» **Record set**:
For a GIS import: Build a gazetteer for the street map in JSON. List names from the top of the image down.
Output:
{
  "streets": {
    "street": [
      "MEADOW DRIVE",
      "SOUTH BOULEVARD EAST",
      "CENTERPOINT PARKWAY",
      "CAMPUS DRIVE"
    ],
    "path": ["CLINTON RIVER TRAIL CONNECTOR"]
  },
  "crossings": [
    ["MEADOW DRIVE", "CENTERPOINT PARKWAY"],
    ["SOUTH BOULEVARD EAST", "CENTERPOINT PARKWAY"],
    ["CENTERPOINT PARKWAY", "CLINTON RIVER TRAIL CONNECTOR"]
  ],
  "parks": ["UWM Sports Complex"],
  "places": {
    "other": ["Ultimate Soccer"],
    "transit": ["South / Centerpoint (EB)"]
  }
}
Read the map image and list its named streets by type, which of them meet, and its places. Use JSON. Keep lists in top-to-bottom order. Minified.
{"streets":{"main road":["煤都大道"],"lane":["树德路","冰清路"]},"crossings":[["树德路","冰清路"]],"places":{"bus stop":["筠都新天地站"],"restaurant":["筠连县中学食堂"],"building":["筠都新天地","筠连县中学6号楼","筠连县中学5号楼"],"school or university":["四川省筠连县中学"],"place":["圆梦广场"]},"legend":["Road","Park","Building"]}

» **What is needed**:
Produce an exact copy of all the records.

» **Solution for this task**:
For a GIS import: Build a gazetteer for the street map in JSON. List names from the top of the image down.
Output:
{
  "streets": {
    "street": [
      "MEADOW DRIVE",
      "SOUTH BOULEVARD EAST",
      "CENTERPOINT PARKWAY",
      "CAMPUS DRIVE"
    ],
    "path": ["CLINTON RIVER TRAIL CONNECTOR"]
  },
  "crossings": [
    ["MEADOW DRIVE", "CENTERPOINT PARKWAY"],
    ["SOUTH BOULEVARD EAST", "CENTERPOINT PARKWAY"],
    ["CENTERPOINT PARKWAY", "CLINTON RIVER TRAIL CONNECTOR"]
  ],
  "parks": ["UWM Sports Complex"],
  "places": {
    "other": ["Ultimate Soccer"],
    "transit": ["South / Centerpoint (EB)"]
  }
}
Read the map image and list its named streets by type, which of them meet, and its places. Use JSON. Keep lists in top-to-bottom order. Minified.
{"streets":{"main road":["煤都大道"],"lane":["树德路","冰清路"]},"crossings":[["树德路","冰清路"]],"places":{"bus stop":["筠都新天地站"],"restaurant":["筠连县中学食堂"],"building":["筠都新天地","筠连县中学6号楼","筠连县中学5号楼"],"school or university":["四川省筠连县中学"],"place":["圆梦广场"]},"legend":["Road","Park","Building"]}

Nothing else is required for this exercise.